Anaerobic vs. Aerobic Exercise: Aerobic exercise is an activity
that uses major muscle groups such as walking, running,
swimming, and cycling. This type of exercise strengthens your
cardiovascular system by increasing your heart and respiratory
rate and brings in more oxygen into the body. To reap the full
benefits of aerobic exercise, you must be at 60%-80% of your
target heart rate for at least 20 minutes, between three and
five times a week.

To calculate your target heart rate use the following formula:
Take 220 - (subtract) your age X (multiply 60%, or 70%, etc.
intensity rate.) = Target heart rate (divide by six for a ten
second pulse count. Take your pulse for ten seconds and gage
where you are during the workout. Speed up the pace if you are
below 60%.

Aerobic exercise is key to lose weight as it burns calories
which are the energy consumed and adds fat to our bodies.
Combined with a healthy diet it is a sure way to lose weight.
One pound of body fat is equivalent to 3500 calories. To lose
one pound, you must burn 3500 calories. It is easier to combine
aerobics and create a small caloric deficit in your diet than to
do one or the other solely.
Anaerobic exercise builds muscle strength and power. Isotonics
and Isometrics are two kinds of anaerobic exercises.

Isotonics uses your muscles to contract against an object with
movement such as weight lifting (also called strength or
resistance training.) The benefits of isotonic exercises are
stronger muscles, stronger bones, tone, prevent injuries, and
condenses and shapes muscle for better esthetics.
Isometric exercise is contracting your muscles against
resistance without movement. Such as lifting an object like a
dumbbell and holding a position. You are isolating that muscle.

Use both types of anaerobic exercises to maximize your strength
to build healthy, lean, and strong muscles.
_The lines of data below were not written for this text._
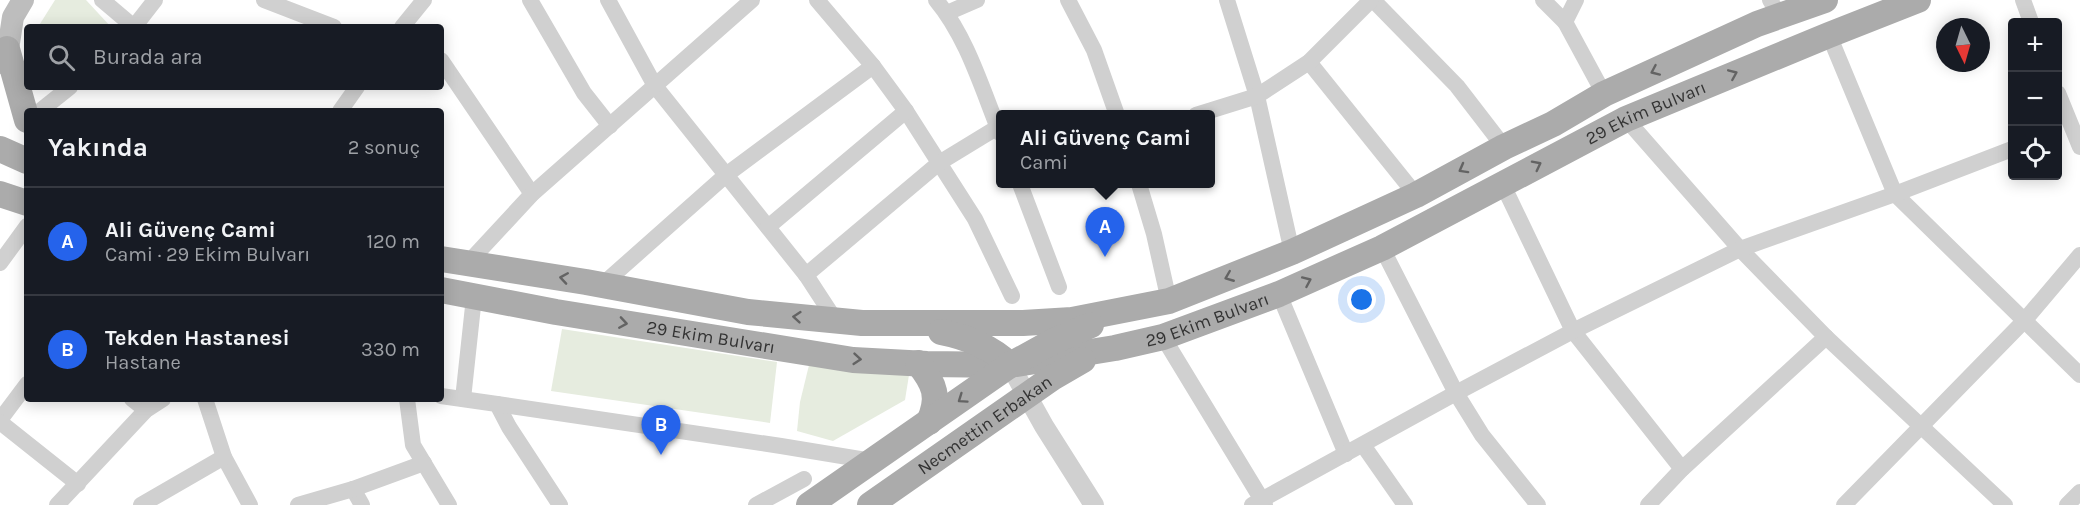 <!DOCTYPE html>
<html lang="tr">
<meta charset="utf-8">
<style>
body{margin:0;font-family:Karla,sans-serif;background:#20242c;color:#f1f3f6}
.controls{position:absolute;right:18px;top:18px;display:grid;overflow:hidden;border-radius:6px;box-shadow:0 3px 15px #0003}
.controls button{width:54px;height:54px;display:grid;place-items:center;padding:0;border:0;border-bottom:2px solid #363941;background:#171b24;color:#f1f3f6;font:30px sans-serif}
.compass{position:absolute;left:1936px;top:18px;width:54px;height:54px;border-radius:50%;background:#171b24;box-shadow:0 3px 15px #0003;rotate:175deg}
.you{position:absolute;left:1362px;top:300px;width:21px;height:21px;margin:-15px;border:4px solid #fff;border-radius:50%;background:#1a73e8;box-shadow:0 0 0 9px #1a73e833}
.badge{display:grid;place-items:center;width:39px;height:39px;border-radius:50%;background:#2563eb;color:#fff;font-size:20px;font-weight:700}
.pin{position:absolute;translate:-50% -50px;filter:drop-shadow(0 2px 3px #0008)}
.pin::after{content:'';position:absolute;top:32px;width:21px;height:18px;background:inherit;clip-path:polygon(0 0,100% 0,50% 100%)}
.popup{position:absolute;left:996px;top:110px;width:219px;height:78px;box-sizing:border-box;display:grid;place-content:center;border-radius:6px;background:#171b24;filter:drop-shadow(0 2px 4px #0005);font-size:20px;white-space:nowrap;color:#9ea1a6}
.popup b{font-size:22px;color:#f1f3f6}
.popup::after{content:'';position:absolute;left:50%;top:100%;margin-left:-12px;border:12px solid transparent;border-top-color:#171b24}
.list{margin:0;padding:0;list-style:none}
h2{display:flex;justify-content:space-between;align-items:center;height:78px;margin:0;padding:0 24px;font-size:26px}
h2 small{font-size:20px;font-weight:400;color:#9ea1a6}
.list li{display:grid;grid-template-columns:39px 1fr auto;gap:18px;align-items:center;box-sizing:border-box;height:108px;padding:0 24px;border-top:2px solid #363941}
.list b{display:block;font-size:22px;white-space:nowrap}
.list p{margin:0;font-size:20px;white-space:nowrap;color:#9ea1a6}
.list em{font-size:20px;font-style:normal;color:#9ea1a6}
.icon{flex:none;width:33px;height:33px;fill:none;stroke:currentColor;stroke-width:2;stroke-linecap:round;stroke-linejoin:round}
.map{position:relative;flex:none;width:2080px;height:505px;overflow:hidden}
.search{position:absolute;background:#171b24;box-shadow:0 3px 15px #0003;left:24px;top:24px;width:420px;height:66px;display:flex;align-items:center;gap:15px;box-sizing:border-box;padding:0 21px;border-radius:6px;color:#9ea1a6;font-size:22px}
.panel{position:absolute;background:#171b24;box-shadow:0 3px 15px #0003;left:24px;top:108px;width:420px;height:294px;border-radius:6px}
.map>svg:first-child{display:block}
.green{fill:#e6ecdf}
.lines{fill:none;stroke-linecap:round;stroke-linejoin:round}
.minor{stroke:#d0d0d0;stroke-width:16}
.tertiary{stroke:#d0d0d0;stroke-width:20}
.secondary{stroke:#bdbdbd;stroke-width:22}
.primary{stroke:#ababab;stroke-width:26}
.oneway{stroke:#636363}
.labels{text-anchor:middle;stroke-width:6;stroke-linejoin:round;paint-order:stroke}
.street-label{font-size:18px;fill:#333;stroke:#fff}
</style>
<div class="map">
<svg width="2080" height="505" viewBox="0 0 2080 505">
<rect width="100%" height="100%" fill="#fff"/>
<g class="green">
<path d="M55,0H86L111,27H38Z"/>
<path d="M562,329L777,362L770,423L551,391Z"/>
<path d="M810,361L909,375L905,400L833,441L797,431L800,402Z"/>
</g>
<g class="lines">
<g class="minor">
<path d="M102,0L134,27"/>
<path d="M264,0L334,27"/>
<path d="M530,0L584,93L610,126"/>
<path d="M608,0L655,86L806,275L836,321"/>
<path d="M817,0L873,66L906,111L975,219L1012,296"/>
<path d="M936,0C967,37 982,89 1000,133"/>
<path d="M1068,0L1094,50L1117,115"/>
<path d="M1227,0L1257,96L1292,252"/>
<path d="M1373,0L1457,86L1504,147"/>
<path d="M1543,0L1565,22"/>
<path d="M1576,0L1565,22L1604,94"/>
<path d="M1770,0L1780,16"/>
<path d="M2023,0L2031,22"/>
<path d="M947,13L977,0"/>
<path d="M134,27L155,0"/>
<path d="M402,27L424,0"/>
<path d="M1829,35L1895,194L2080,375"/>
<path d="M441,60L532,194"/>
<path d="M1309,62L1416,195"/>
<path d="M2058,93L2080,147"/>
<path d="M40,111L70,87"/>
<path d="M340,111L357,87"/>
<path d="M1196,115L1257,96L1309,62L1371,0"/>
<path d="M1626,119L1740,249L1826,337L2005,505"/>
<path d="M1502,183L1573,331L1682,469"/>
<path d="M1020,184L1059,287"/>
<path d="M1139,184L1154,234L1169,301"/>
<path d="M768,227L906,111"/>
<path d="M1382,248L1456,393L1482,435L1538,505"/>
<path d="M0,263L27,226"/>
<path d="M468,263L532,194L752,0"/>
<path d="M806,275L939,163L998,127"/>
<path d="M602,285L726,175L873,66"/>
<path d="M1279,294L1346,454"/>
<path d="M1163,337L1265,505"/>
<path d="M441,396L497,404L509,427L560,505"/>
<path d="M132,399L146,410"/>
<path d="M205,399L224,457L250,505"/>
<path d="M407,399L413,445L449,505"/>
<path d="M463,399L474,297"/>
<path d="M497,404L781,446L872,461"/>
<path d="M0,420L27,384"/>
<path d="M0,422L78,484"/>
<path d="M1363,445L1405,505"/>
<path d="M353,489L362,505"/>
<path d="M57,505L146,410L163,399"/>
<path d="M141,505L224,457"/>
<path d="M298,505L353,489L424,463"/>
<path d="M756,505L804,479"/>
<path d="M1252,505L1456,393L1573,331L1740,249L1895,194L2012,149"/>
<path d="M1648,505L1682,469L1826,337"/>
<path d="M1844,505L2024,321L2080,255"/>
<path d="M2067,505L2080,492"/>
</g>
<path class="tertiary" d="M1010,365L1044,426L1094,505"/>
<path class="secondary" d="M1,63L9,43L13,17L23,0"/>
<g class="primary">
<path d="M7,49L27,120"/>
<path d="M0,149L27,161"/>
<path d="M0,194L27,203"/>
<path d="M441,259L586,282L748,312L862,323H1023L1072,320L1169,301L1292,252L1416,195L1504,147L1553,124L1604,94L1757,24L1825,0"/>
<path id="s1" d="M441,290L556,312L853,360L927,364L1010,365L1115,348L1163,337L1279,294L1382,248L1626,119L1829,35L1918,0"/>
<path d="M941,332C967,337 990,346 1010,365"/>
<path d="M918,363C935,384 940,397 929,422"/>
<path d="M809,505L1010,365L1052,342L1091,325"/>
<path id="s2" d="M870,505L1052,378L1083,360"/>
</g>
</g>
<defs><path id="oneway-chevron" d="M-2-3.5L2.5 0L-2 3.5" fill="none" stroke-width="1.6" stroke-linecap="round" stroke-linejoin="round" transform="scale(1.5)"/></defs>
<g class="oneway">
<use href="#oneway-chevron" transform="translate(1655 71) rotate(156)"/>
<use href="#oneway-chevron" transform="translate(1733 74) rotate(-23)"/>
<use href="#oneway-chevron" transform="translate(1537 165) rotate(-27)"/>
<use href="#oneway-chevron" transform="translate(1463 169) rotate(151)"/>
<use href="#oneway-chevron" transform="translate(1229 277) rotate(158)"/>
<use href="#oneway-chevron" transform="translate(564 278) rotate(-171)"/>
<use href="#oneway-chevron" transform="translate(1307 281) rotate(-24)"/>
<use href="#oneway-chevron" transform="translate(797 317) rotate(-175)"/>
<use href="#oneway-chevron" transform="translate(623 323) rotate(9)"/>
<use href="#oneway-chevron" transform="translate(857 359) rotate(5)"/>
<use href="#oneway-chevron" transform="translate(962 399) rotate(145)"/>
</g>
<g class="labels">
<g class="street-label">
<text dy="6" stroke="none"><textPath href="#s1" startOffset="1264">29 Ekim Bulvarı</textPath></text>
<text dy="6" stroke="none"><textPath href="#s1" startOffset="778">29 Ekim Bulvarı</textPath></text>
<text dy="6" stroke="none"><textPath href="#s1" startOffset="274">29 Ekim Bulvarı</textPath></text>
<text dy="6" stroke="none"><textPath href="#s2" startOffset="140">Necmettin Erbakan</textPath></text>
</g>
</g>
</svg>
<div class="controls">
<button>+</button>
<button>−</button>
<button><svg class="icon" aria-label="locate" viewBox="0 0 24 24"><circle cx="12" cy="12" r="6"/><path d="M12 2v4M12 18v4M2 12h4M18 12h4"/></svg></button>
</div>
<svg class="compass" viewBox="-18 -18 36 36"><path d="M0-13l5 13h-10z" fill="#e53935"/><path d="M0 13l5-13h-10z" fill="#9ea1a6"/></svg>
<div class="you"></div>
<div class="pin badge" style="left:1105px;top:257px">A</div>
<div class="popup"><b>Ali Güvenç Cami</b>Cami</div>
<div class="pin badge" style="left:661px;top:455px">B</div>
<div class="search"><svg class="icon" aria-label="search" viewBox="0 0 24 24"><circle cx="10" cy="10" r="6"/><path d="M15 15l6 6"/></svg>Burada ara</div>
<section class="panel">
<h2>Yakında<small>2 sonuç</small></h2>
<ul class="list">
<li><span class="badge">A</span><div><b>Ali Güvenç Cami</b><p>Cami · 29 Ekim Bulvarı</p></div><em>120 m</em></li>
<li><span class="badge">B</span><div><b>Tekden Hastanesi</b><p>Hastane</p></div><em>330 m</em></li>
</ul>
</section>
</div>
Select exercises that you enjoy and can do for at least 20
minutes, three to five days a week. Exercise does not
necessarily mean hitting the gym and making an ordeal out of it.
It can simply be a walk around your neighborhood or dancing to
some tunes. Try to think "activity" verses "exercise". When you
are in an active mind-frame, you will purposely park a little
farther, do stretches at the computer, take the stairs instead
of the elevator, etc.

Commit that you will begin to be more active and stick to your
exercises or activities for 21 days. Why 21? Research has showed
that it takes about 21 days to create a habit. Document how your
feel after the 21 days. Your stress levels should be lowered,
you should feel more energized, and see some physical changes
such as a slimmer physique.

You may already know the benefits of exercise but are you doing
it? So start by making a decision, begin slowly, then gradually
work up to more and longer workout sessions. The point of this
article is to help you take immediate action.